Ils étaient en train de rassembler des aviateurs en provenance de différentes armées dans la prison – par exemple ceux de la France libre. Il y avait un pilote des Forces aériennes françaises libres là-bas, et deux Canadiens, mais pas mon autre mitrailleur. Il n’était pas là. Quelques gars de la RAF [Royal Air Force]. On était sans doute huit ou neuf en tout à avoir été ramassés dans cette région et ils nous ont fait monter dans un train et nous ont emmenés à Frankfort. Il y avait un grand centre pour les interrogatoires là-bas. Ça s’appelle un Dulag. Et alors on s’est rendus dans ce centre pour les interrogatoires et j’ai été détenu au secret pendant treize jours, et on me faisait sortir de temps à autres pour être interrogé et ainsi de suite.

Finalement, j’en suis sorti et je suis parti dans un autre camp de transit, pas très loin, à dix-huit kilomètres environ, à un endroit appelé Wetzlar et à Wetzlar – j’y ai passé une semaine environ et ils avaient réuni assez d’aviateurs pour qu’on prenne tous le train pour aller à Nuremberg, dans le Stammlager XIIID. J’y ai passé un mois à peu près et on a finalement été évacués de là-bas et on s’est mis en route pour le sud de l’Allemagne, en Bavière.

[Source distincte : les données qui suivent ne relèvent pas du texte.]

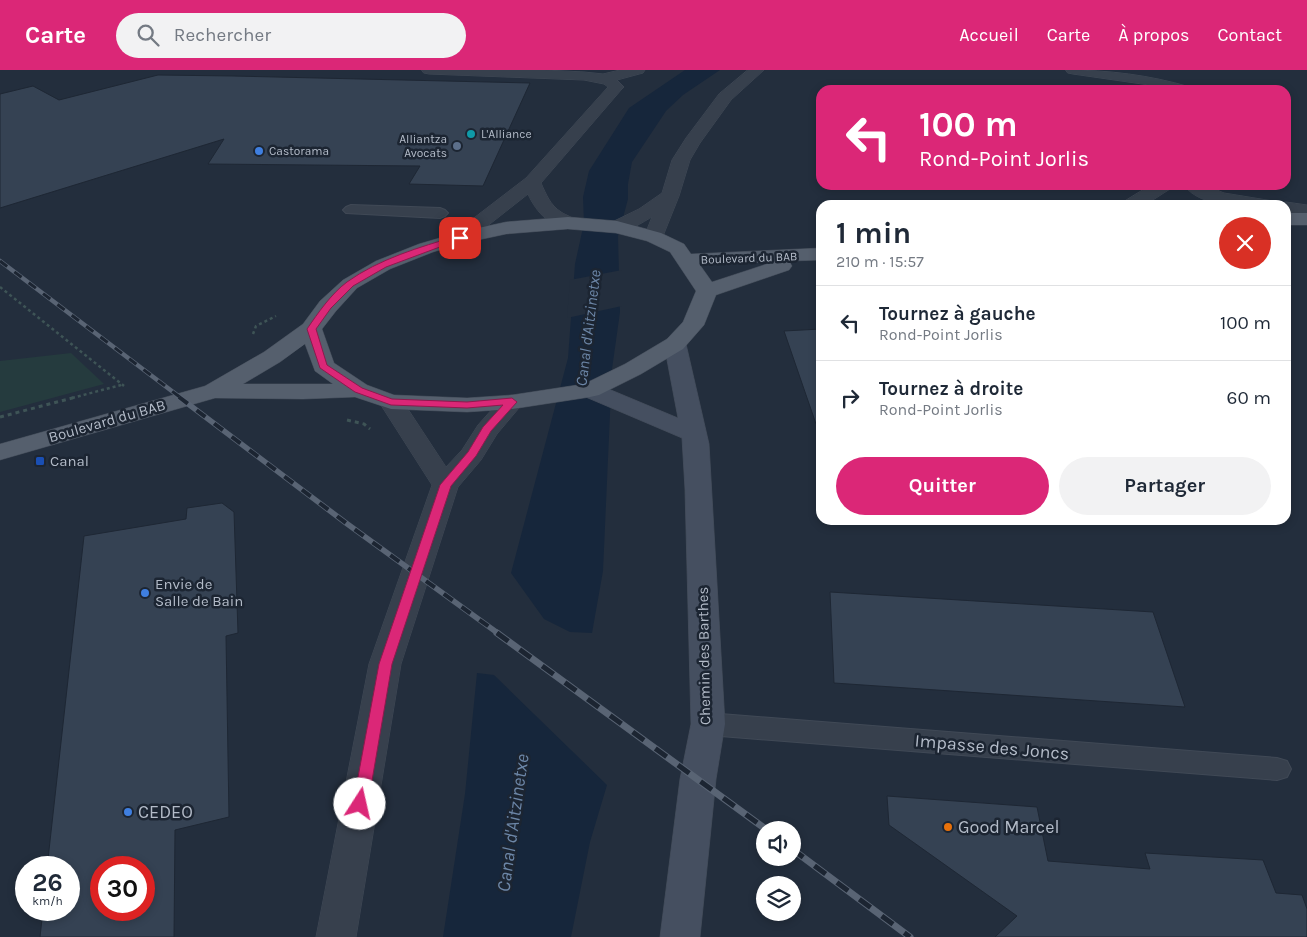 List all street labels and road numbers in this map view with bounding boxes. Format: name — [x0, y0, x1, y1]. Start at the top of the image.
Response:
street label: Boulevard du BAB — [700, 249, 798, 267]
street label: Boulevard du BAB — [46, 396, 168, 446]
street label: Chemin des Barthes — [694, 587, 714, 725]
street label: Impasse des Joncs — [914, 729, 1070, 765]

Et on était dans un train et ils ont arrêté le train et ils ont laissé tout le monde se dégourdir les jambes et boire de l’eau, et pendant qu’on était là, le long de ce quai, la locomotive s’est détachée et elle est descendue jusqu’à... il y avait un tunnel non loin de là. Et ensuite sept avions de chasse américains, des Mustangs [P-51], sont arrivés et ont ouvert le feu sur nous et ils ont criblé la locomotive de balles et ont mitraillé certains des compartiments dans lesquels on voyageait et ils ont tué quelques-uns de nos gars. Mais ils ont finalement pigé qu’on était des prisonniers de guerre et ils ont remué leurs ailes et sont partis. Mais à partir de là, on a marché parce qu’on n’avait plus de train et on a fini par arriver au Stalag VIIA, qui se trouve à l’extérieur de Munich. Et, là-bas, on a été libérés par le Général Patton qui commandait la Troisième Armée américaine. Il est d’ailleurs venu en personne dans le camp, il a fait un petit tour du camp et puis il est parti, et une autre armée des forces américaines est arrivée, la Septième Armée, et ils nous ont emmenés et nous ont nourris et ont arrangé notre évacuation.